* Data listing:
================

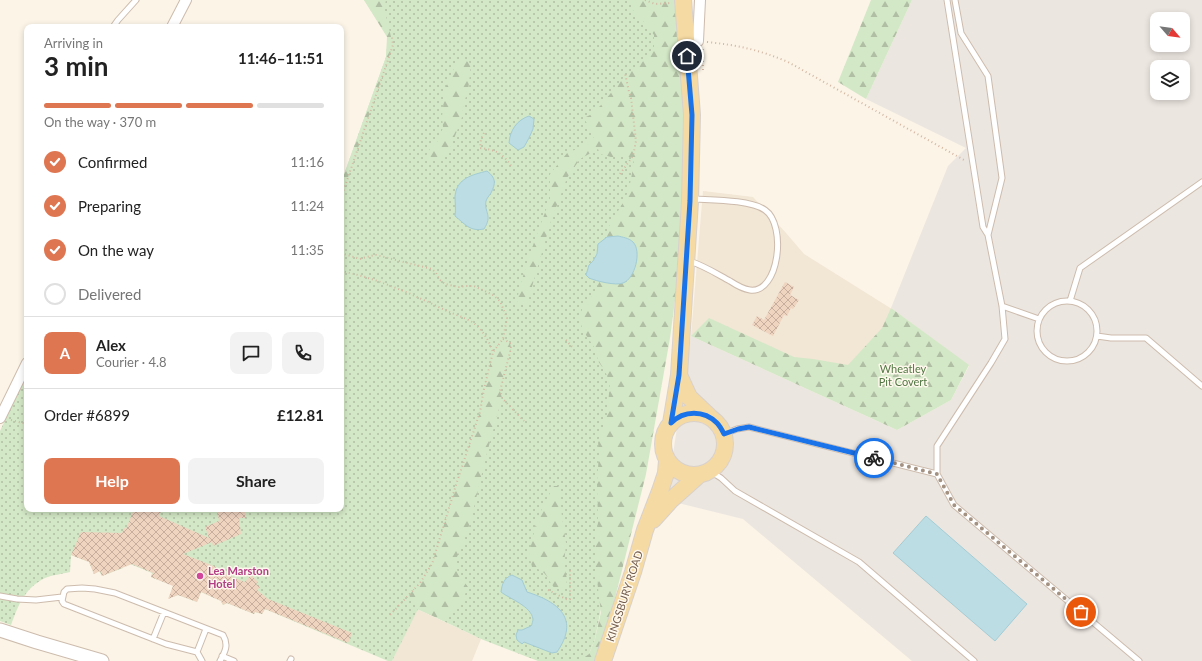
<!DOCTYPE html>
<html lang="en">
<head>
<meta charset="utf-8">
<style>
	:root { --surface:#fff; --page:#f2f2f2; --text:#222; --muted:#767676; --line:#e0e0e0; --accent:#df7652 }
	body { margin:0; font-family:Lato,sans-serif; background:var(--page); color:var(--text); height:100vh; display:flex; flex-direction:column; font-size:15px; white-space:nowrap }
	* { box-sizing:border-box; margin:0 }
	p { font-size:13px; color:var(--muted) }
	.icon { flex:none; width:22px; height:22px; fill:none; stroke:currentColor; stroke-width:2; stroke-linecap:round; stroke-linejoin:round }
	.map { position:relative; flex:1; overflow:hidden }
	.panel { position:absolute; left:24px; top:24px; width:320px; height:488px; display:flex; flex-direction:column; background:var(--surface); border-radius:8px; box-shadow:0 2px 6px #0003 }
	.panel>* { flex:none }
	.needle { width:26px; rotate:118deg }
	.controls { position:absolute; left:1150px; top:12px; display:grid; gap:8px }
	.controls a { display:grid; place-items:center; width:40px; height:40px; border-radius:8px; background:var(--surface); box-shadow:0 2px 6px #0003; font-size:20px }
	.pin { position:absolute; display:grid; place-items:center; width:34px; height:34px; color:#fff; margin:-17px; border:2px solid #fff; border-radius:50%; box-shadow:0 1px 4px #0007 }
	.courier { position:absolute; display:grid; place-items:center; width:40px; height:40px; margin:-20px; border:3px solid #1a73e8; border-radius:50%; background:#fff; color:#222; box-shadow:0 1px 5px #0007 }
	.headline em { font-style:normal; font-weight:700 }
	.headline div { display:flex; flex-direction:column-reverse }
	.headline { display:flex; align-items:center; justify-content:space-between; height:68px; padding:0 20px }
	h1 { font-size:26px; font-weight:700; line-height:30px }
	.bar { display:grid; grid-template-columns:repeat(4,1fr); gap:6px 4px; align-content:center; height:48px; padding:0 20px }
	.bar i { height:5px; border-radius:3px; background:var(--line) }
	.bar .current { background:var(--accent) }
	.bar p { grid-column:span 4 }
	.line { display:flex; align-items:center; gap:10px; padding:0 20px; border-top:1px solid var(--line) }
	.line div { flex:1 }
	.round { display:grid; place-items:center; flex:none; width:42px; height:42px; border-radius:8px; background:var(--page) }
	ol { padding:0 20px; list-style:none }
	li { display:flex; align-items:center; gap:12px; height:44px }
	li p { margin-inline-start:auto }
	li .icon { padding:4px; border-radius:50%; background:var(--accent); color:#fff; stroke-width:4 }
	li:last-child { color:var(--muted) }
	li i { width:22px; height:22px; border:2px solid var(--line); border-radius:50% }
	.primary-button { display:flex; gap:8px; margin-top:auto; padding:8px 20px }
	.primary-button a { flex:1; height:46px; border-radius:8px; background:var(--accent); color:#fff; font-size:16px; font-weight:700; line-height:46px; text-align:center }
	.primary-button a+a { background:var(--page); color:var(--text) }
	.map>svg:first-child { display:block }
</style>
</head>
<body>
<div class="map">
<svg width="1202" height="661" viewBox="0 0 1202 661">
	<defs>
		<pattern id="grass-dots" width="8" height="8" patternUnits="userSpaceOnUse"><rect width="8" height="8" fill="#d3e8c6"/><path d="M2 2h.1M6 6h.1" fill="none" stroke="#b0bfa3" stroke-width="1.8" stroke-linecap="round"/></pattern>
		<pattern id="forest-firs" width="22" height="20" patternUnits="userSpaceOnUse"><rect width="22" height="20" fill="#d3e8c6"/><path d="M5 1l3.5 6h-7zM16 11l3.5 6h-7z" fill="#b0bfa3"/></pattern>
		<pattern id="building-cross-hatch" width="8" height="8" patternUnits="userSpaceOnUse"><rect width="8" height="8" fill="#efd4c0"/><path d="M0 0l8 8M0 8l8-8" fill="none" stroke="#c6af9e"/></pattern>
	</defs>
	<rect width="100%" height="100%" fill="#fbf4e7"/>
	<path fill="#f2e6d5" d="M703 191 753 197 786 233 804 254 903 316 844 405 691 336Z
		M417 609 481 639 472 661H392Z"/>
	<path fill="#ece6e0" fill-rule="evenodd" d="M912 0H1202V661H912L743 519 666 500 691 336 897 430 951 400 969 366 891 308 948 166 966 148 866 99ZM1157 19H1183V45H1157ZM1157 67H1183V93H1157Z"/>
	<path fill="url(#grass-dots)" d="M364 0H668L617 527 595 639 589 654 585 661H538L481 639 418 609 392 661H388L265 609 262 614 255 612 254 614 227 603 223 605 221 601 201 592 197 602 178 595 173 597 171 592 176 579 166 583 151 577 152 573 123 561 120 562 123 568 102 576 99 571 94 574 89 562 71 555 70 572C62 574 52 575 45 578 24 589 19 604 11 625L0 621V431L27 373V509H341V183L386 57 388 37Z"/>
	<path fill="url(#forest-firs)" d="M364 0H386L384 8 393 45 341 198V183L386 57 387 37Z
		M634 0H678L684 120 683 175 680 223 679 270 670 338 646 474 614 602 595 661H562L564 657 572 660 582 659 589 654 595 639 601 612 595 564V543L598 522 597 483 599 454 598 441 607 415 610 383 605 371 598 361 596 350 584 332 580 322 582 309 587 301 593 295 600 281C611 283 618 286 628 281L618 236 607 237 608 228 624 201 629 189 634 163 632 157H611L600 154 598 149 580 159 567 178 551 221 527 304 517 303 519 289 532 248 550 199V174L568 152 581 148 594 137 584 118 592 114 601 105 624 77 648 57 654 49V35L645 23 638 17 633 10 631 2Z
		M871 0H912L866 99 838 82Z
		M460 61H467L471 64 468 91 464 102 462 117 457 131 449 151 442 159 431 161 425 158 431 147 439 140 443 127 442 117 445 89 455 66Z
		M891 308 969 365 951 400 897 430 691 336 709 318 794 357 813 359 848 365 882 328Z
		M503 339 510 343 511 348 500 391 502 398C495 423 488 448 482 473 475 503 469 534 455 561L458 574 468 587 463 599 444 621 417 609 409 595 420 583 432 564 456 485 480 412 484 389 493 352Z
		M554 486H558L560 488 561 510 566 543 564 565 567 579 566 587C549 591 553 582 544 573 541 570 536 568 532 567L529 554 536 524 543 506Z"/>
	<path fill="#bcdde4" stroke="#a3ccd5" d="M529 116 534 119 533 129 529 138 524 147 518 150 509 143C510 130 517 120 529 116Z
		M487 171C496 178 496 183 491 193 489 196 487 198 486 201 484 213 493 215 484 229 470 232 465 224 455 216 456 209 455 203 455 196 457 178 472 175 487 171Z
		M618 236C622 237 629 238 633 242 642 251 635 279 623 283 616 286 596 281 589 278L586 275 589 265 593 261 597 254 598 244 607 237Z
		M926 516 1027 604 995 641 893 553Z
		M512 575 522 580 527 592C559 602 580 619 557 652L552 653 524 642 522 644 517 640 516 635 518 630H522L531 626C532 625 533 620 533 619 531 606 510 599 501 592 502 584 504 578 512 575Z"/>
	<path fill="url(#building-cross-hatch)" d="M785 282 794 287 790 295 799 300 793 309 791 308 787 316 784 315 773 336 752 325 757 316 764 320Z
		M134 509H162L159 516 209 538 205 527 219 521 217 509H244L246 518H239L241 534 213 546 212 542 183 554 216 567 214 570 245 582 251 575 258 582 256 584 260 587 257 590 268 599 352 633 348 643 265 609 262 614 255 612 254 614 227 603 223 605 221 601 201 592 197 602 178 595 168 599 173 586 151 577 153 573 132 564 102 576 100 571 94 574 89 562 71 555 81 532 122 533 124 528 126 529Z"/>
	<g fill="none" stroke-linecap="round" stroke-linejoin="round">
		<g stroke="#cdbcad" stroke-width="7">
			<path id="service" d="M947 0 983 227 988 235 1002 306 1005 339 991 363 937 446V474L954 505 1139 661
				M955 0 961 33 988 76 1002 178 988 235
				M113 27 118 20 136 0
				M689 261C703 265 717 274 730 281 736 285 743 289 750 290 779 294 787 225 765 210 751 200 713 200 696 199L692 200
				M1037 331a30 30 0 1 1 60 0a30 30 0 1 1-60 0Z
				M1070 301 1080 268 1202 182
				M1002 306 1039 319
				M1097 336 1111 338H1146L1202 386
				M724 434 737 429 749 427 937 474
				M710 471 721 478 735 491 859 562 974 661
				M0 596 17 599 36 600 62 597
				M153 639 164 612
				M197 652 206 629
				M222 656 234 661
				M202 661 197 652 166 644 64 604 62 601 64 592 67 589 82 588 95 589 115 593 223 635C229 645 225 652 220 661
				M290 661 291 659"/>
		</g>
		<g stroke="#cdbcad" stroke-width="12">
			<path id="minor" d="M172 27 186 0
				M686 42 698 41 700 0
				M0 418 27 363"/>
		</g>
		<g stroke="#cdbcad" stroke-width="15">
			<path id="tertiary" d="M0 630 37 642 102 661"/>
		</g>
		<g stroke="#d8d1cd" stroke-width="18">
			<path id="primary" d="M679 375 689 397 709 416
				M663 444a31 31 0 1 1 62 0a31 31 0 1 1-62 0Z
				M671 423 679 375 690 201 692 115 683 0
				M653 520 671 500 699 475
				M603 661 633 572 645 530 660 491 666 473 667 461"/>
		</g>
		<path stroke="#d4b7a3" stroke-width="2" stroke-dasharray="1 3" stroke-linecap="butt" d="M645 0 655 4 671 3
			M707 42C737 45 760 50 788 62L964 160
			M703 70V48
			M484 133 481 139 480 148C497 150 502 153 512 167
			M620 174 633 156 636 141 631 98 629 92 625 73
			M341 198 390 54 393 45 392 37
			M341 253 360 259 370 256 376 255 432 269 436 273 440 280 445 284 459 287 466 286H474L493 295 500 301 507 318 503 339 493 352 484 389 480 412 456 485 432 564 420 583 389 616
			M341 271C377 278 414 295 447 311 456 315 467 318 475 324 484 332 489 341 493 352
			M503 339 510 343 511 348 500 391 502 398 524 421
			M566 340 573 348
			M11 420 27 424
			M548 590 568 600 570 599V569"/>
		<use href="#service" stroke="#fff" stroke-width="5"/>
		<use href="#minor" stroke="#fff" stroke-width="10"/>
		<use href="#tertiary" stroke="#fff" stroke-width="13"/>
		<use href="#primary" stroke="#f6daa3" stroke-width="16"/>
	</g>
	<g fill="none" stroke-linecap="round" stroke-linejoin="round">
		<path stroke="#a39182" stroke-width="4" stroke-dasharray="0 7.2" d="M874 458 937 474 954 505 1081 612"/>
		<path stroke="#1a73e8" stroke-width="5" d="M687 56 692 115 690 201 679 375 671 423C684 410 704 410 717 423 720 426 722 430 724 434L738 429 749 427 874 458"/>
	</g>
	<circle fill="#d1479c" stroke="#fef8ed" stroke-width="1.5" cx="200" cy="576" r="4"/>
	<g text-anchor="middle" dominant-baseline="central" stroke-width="3" stroke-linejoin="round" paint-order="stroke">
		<g font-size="11" fill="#537845" stroke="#fef8ed">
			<text x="903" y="368">Wheatley<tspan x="903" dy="13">Pit Covert</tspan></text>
		</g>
		<g font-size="11" font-weight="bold" fill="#b23c85" stroke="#fef8ed" text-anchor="start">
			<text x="208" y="570">Lea Marston<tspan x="208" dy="13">Hotel</tspan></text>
		</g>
		<g font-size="11" fill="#735c4c" stroke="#fef8ed">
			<text transform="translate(624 596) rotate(-72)">KINGSBURY ROAD</text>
		</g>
	</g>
</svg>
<div class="controls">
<a><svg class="needle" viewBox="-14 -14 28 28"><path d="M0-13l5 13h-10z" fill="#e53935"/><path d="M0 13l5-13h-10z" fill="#767676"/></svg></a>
<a><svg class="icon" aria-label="layers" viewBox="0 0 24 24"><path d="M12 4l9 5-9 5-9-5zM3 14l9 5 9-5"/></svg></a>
</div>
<div class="pin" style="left:1081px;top:612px;background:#ea580c"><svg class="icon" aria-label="bag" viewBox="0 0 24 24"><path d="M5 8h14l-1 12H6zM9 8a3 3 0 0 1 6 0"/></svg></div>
<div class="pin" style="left:687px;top:56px;background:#1f2937"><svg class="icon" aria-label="home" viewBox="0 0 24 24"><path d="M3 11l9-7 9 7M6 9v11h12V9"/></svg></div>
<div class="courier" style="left:874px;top:458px"><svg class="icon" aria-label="bike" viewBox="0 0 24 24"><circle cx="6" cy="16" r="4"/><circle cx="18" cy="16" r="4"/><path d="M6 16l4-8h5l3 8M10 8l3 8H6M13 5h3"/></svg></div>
<section class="panel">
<div class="headline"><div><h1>3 min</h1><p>Arriving in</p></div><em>11:46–11:51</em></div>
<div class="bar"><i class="current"></i><i class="current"></i><i class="current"></i><i></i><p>On the way · 370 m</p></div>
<ol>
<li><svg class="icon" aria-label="check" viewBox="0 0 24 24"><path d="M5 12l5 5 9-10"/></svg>Confirmed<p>11:16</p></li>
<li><svg class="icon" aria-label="check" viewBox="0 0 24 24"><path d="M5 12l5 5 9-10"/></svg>Preparing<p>11:24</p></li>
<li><svg class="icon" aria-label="check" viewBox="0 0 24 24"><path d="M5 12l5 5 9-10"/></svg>On the way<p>11:35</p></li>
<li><i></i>Delivered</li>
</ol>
<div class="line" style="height:72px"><b class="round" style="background:var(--accent);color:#fff">A</b><div><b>Alex</b><p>Courier · 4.8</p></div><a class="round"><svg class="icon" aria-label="chat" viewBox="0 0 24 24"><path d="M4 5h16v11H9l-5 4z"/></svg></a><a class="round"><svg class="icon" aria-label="phone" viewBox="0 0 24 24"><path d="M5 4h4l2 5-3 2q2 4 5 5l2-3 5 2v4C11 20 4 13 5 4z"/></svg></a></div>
<div class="line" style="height:52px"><div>Order #6899</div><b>£12.81</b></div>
<div class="primary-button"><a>Help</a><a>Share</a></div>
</section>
</div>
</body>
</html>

================

* Your goal: Using the material above, transcribe exactly the lines from the line with "M554 486H558L560 488" to the line with "M113 27 118 20 136 0"; both count, and nothing else goes in.

* Your response:
		M554 486H558L560 488 561 510 566 543 564 565 567 579 566 587C549 591 553 582 544 573 541 570 536 568 532 567L529 554 536 524 543 506Z"/>
	<path fill="#bcdde4" stroke="#a3ccd5" d="M529 116 534 119 533 129 529 138 524 147 518 150 509 143C510 130 517 120 529 116Z
		M487 171C496 178 496 183 491 193 489 196 487 198 486 201 484 213 493 215 484 229 470 232 465 224 455 216 456 209 455 203 455 196 457 178 472 175 487 171Z
		M618 236C622 237 629 238 633 242 642 251 635 279 623 283 616 286 596 281 589 278L586 275 589 265 593 261 597 254 598 244 607 237Z
		M926 516 1027 604 995 641 893 553Z
		M512 575 522 580 527 592C559 602 580 619 557 652L552 653 524 642 522 644 517 640 516 635 518 630H522L531 626C532 625 533 620 533 619 531 606 510 599 501 592 502 584 504 578 512 575Z"/>
	<path fill="url(#building-cross-hatch)" d="M785 282 794 287 790 295 799 300 793 309 791 308 787 316 784 315 773 336 752 325 757 316 764 320Z
		M134 509H162L159 516 209 538 205 527 219 521 217 509H244L246 518H239L241 534 213 546 212 542 183 554 216 567 214 570 245 582 251 575 258 582 256 584 260 587 257 590 268 599 352 633 348 643 265 609 262 614 255 612 254 614 227 603 223 605 221 601 201 592 197 602 178 595 168 599 173 586 151 577 153 573 132 564 102 576 100 571 94 574 89 562 71 555 81 532 122 533 124 528 126 529Z"/>
	<g fill="none" stroke-linecap="round" stroke-linejoin="round">
		<g stroke="#cdbcad" stroke-width="7">
			<path id="service" d="M947 0 983 227 988 235 1002 306 1005 339 991 363 937 446V474L954 505 1139 661
				M955 0 961 33 988 76 1002 178 988 235
				M113 27 118 20 136 0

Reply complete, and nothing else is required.